- **Data**:
· · · ·

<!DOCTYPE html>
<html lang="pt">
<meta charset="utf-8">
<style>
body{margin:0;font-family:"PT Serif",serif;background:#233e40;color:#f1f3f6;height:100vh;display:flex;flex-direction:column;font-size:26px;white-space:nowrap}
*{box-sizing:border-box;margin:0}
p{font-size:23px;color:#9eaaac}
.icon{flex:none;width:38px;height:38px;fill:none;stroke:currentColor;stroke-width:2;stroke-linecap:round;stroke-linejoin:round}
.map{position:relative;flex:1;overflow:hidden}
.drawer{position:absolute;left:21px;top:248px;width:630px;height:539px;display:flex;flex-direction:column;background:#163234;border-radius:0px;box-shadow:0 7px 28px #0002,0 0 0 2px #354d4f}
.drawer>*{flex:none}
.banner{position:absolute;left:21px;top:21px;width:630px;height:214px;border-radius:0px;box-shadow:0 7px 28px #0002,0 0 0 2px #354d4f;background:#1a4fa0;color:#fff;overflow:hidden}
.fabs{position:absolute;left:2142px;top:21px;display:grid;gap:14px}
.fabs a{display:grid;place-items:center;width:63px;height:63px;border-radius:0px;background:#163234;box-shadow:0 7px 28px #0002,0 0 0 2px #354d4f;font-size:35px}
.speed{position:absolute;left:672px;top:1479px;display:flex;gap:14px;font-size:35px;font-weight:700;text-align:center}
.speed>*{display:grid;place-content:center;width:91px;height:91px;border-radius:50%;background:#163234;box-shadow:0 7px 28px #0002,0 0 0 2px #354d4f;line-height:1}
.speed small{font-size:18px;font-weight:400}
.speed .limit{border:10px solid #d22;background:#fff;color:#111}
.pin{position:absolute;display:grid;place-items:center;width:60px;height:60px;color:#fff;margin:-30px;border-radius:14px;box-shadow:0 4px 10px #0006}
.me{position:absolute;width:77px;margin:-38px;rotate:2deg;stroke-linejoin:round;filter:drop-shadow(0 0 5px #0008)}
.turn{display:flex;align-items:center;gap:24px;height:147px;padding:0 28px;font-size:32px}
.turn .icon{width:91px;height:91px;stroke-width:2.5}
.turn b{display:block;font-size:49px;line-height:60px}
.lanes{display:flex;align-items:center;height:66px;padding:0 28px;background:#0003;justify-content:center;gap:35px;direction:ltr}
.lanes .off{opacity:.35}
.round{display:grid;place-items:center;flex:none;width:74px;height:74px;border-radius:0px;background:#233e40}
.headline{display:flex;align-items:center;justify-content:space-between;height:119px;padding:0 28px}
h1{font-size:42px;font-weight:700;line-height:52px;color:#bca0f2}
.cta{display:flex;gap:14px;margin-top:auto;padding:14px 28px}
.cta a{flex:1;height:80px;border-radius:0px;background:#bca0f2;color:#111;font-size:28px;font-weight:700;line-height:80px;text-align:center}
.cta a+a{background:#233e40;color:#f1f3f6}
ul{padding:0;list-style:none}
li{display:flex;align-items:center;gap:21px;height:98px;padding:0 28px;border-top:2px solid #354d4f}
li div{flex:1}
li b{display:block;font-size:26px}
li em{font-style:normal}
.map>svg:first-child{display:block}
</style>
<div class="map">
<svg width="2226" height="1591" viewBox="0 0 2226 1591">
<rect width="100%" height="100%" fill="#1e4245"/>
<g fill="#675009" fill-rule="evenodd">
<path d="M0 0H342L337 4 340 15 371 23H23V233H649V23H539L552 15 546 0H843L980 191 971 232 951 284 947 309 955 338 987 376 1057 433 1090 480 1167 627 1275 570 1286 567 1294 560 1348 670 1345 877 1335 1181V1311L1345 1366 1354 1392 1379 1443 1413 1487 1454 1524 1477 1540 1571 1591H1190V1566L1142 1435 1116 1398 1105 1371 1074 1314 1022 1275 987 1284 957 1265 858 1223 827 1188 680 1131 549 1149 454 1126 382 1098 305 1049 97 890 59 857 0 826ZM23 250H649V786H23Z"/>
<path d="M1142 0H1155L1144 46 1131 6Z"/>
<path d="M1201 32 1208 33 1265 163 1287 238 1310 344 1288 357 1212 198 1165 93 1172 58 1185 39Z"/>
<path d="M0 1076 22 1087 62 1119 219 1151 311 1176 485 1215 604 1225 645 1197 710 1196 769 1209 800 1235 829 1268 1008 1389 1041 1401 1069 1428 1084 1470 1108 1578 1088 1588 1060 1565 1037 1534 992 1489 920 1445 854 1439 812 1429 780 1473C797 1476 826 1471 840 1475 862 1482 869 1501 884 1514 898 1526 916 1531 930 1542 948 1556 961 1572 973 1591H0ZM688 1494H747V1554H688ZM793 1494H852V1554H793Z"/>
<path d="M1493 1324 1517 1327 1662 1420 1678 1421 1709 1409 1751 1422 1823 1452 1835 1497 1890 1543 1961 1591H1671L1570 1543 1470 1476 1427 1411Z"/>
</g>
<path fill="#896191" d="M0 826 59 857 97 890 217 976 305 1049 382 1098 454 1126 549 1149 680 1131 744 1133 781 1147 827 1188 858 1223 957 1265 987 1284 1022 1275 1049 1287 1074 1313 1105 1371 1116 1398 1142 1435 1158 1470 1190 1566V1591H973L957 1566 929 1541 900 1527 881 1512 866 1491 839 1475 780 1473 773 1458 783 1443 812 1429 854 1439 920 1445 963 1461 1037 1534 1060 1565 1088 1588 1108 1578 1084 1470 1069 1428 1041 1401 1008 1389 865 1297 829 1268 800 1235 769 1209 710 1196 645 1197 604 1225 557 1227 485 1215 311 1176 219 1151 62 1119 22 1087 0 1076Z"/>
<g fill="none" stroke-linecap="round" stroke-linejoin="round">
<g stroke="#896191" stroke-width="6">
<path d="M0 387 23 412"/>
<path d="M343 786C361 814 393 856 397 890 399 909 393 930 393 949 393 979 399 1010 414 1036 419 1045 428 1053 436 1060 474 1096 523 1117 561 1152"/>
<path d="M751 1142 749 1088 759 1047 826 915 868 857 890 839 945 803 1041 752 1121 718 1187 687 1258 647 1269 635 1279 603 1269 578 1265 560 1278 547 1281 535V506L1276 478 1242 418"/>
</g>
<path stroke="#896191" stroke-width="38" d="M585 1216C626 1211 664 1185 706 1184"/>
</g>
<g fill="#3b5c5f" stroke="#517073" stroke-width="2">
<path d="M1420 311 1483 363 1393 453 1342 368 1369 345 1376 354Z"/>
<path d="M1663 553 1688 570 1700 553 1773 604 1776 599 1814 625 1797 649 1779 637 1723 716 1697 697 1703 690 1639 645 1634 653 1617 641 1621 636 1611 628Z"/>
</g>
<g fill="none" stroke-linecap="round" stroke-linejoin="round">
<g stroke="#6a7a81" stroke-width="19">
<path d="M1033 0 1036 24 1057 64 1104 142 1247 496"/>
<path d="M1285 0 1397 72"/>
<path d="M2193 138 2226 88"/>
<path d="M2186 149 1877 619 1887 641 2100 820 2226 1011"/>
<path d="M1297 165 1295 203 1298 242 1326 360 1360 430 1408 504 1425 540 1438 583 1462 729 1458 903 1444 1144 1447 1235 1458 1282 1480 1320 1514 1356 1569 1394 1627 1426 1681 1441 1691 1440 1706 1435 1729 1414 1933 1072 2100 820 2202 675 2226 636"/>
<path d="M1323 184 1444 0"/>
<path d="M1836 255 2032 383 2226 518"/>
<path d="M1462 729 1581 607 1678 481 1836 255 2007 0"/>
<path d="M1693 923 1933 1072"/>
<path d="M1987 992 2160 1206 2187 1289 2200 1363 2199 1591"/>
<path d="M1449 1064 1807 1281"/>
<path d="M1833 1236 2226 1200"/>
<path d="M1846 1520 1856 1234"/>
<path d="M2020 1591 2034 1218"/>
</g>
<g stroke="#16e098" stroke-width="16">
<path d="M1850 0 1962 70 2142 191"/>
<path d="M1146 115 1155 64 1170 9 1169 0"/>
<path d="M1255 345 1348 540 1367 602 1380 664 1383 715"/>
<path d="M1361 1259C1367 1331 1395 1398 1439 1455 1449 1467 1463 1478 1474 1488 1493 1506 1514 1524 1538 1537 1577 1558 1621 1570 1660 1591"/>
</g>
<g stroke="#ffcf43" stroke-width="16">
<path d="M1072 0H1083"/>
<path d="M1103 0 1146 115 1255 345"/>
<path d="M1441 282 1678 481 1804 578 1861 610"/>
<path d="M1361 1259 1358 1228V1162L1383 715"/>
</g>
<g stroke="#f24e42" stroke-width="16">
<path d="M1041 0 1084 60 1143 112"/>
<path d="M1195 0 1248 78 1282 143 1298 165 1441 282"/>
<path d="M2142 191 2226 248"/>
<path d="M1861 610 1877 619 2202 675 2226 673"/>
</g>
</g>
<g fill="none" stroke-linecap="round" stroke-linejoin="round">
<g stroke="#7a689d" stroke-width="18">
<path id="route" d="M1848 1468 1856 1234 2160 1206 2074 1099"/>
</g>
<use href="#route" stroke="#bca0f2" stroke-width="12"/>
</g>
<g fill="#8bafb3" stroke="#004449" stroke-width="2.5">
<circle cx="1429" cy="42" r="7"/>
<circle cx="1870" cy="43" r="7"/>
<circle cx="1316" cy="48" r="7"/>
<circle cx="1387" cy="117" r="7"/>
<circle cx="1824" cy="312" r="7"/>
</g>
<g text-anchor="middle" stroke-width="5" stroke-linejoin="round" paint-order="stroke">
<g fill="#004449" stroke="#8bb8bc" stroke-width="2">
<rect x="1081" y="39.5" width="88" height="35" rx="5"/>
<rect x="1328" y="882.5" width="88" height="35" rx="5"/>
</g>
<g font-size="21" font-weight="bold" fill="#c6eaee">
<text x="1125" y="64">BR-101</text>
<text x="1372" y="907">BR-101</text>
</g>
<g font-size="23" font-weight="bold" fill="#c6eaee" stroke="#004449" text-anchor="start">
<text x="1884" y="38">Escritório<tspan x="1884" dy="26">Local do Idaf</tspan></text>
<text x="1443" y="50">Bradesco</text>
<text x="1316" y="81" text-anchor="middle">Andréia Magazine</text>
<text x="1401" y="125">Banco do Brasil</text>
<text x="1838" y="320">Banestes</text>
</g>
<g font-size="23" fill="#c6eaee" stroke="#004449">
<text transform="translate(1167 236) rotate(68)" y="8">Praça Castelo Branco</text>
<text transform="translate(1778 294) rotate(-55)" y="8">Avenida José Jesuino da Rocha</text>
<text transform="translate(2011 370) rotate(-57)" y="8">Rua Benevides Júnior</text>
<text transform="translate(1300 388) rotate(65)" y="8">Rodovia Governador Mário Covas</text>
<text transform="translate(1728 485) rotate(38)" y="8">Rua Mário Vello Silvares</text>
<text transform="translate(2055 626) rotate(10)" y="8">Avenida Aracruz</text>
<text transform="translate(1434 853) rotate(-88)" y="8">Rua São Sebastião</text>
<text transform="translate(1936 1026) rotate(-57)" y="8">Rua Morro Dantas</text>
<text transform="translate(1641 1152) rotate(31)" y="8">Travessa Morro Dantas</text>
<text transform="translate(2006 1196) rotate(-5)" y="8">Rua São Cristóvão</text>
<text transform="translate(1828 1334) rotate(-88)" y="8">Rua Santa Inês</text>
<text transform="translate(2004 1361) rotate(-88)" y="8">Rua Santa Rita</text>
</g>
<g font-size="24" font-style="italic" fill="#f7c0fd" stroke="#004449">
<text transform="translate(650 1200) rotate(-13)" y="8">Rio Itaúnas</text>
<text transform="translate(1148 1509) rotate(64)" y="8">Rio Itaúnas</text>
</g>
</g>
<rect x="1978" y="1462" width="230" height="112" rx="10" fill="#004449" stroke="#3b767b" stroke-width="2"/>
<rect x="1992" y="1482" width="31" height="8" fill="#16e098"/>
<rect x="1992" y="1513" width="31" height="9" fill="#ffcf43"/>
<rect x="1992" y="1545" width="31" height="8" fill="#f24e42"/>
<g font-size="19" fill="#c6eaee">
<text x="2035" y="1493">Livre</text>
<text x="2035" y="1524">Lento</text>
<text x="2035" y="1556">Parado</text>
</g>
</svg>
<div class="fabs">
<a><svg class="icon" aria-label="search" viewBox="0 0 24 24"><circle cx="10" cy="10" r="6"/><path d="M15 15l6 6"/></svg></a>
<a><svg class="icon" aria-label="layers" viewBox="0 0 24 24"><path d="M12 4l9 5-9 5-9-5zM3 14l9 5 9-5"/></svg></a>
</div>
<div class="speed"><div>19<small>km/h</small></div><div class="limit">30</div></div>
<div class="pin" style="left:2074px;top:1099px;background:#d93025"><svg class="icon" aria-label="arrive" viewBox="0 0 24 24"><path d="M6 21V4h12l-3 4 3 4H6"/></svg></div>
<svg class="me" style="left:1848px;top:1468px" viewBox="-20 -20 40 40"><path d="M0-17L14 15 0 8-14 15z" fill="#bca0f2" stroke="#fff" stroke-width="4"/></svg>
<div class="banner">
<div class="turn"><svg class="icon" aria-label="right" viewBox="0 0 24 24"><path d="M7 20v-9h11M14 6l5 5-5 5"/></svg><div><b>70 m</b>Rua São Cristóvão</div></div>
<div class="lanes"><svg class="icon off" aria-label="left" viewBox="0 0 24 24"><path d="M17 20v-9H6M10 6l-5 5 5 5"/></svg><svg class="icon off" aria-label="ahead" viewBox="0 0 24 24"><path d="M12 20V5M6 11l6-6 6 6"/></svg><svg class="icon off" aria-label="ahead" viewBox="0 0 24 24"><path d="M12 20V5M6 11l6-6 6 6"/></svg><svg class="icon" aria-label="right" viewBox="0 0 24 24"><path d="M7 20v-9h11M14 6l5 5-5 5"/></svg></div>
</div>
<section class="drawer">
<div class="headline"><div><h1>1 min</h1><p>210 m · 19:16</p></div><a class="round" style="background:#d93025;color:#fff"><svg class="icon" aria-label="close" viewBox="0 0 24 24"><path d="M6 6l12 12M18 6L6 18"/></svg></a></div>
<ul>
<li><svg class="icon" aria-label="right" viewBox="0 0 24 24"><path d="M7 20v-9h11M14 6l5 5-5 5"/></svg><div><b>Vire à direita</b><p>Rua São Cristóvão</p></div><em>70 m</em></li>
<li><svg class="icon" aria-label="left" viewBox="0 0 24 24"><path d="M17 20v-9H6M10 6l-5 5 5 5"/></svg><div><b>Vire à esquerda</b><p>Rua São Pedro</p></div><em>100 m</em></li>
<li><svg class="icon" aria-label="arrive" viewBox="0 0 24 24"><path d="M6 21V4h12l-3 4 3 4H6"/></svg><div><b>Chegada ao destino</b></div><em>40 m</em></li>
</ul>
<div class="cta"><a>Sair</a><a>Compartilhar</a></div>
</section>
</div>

· · · ·

- **How to complete this task**: Where a line in the records above contains the string "solid", copy that line.

- **Exercise result**:
.speed .limit{border:10px solid #d22;background:#fff;color:#111}
li{display:flex;align-items:center;gap:21px;height:98px;padding:0 28px;border-top:2px solid #354d4f}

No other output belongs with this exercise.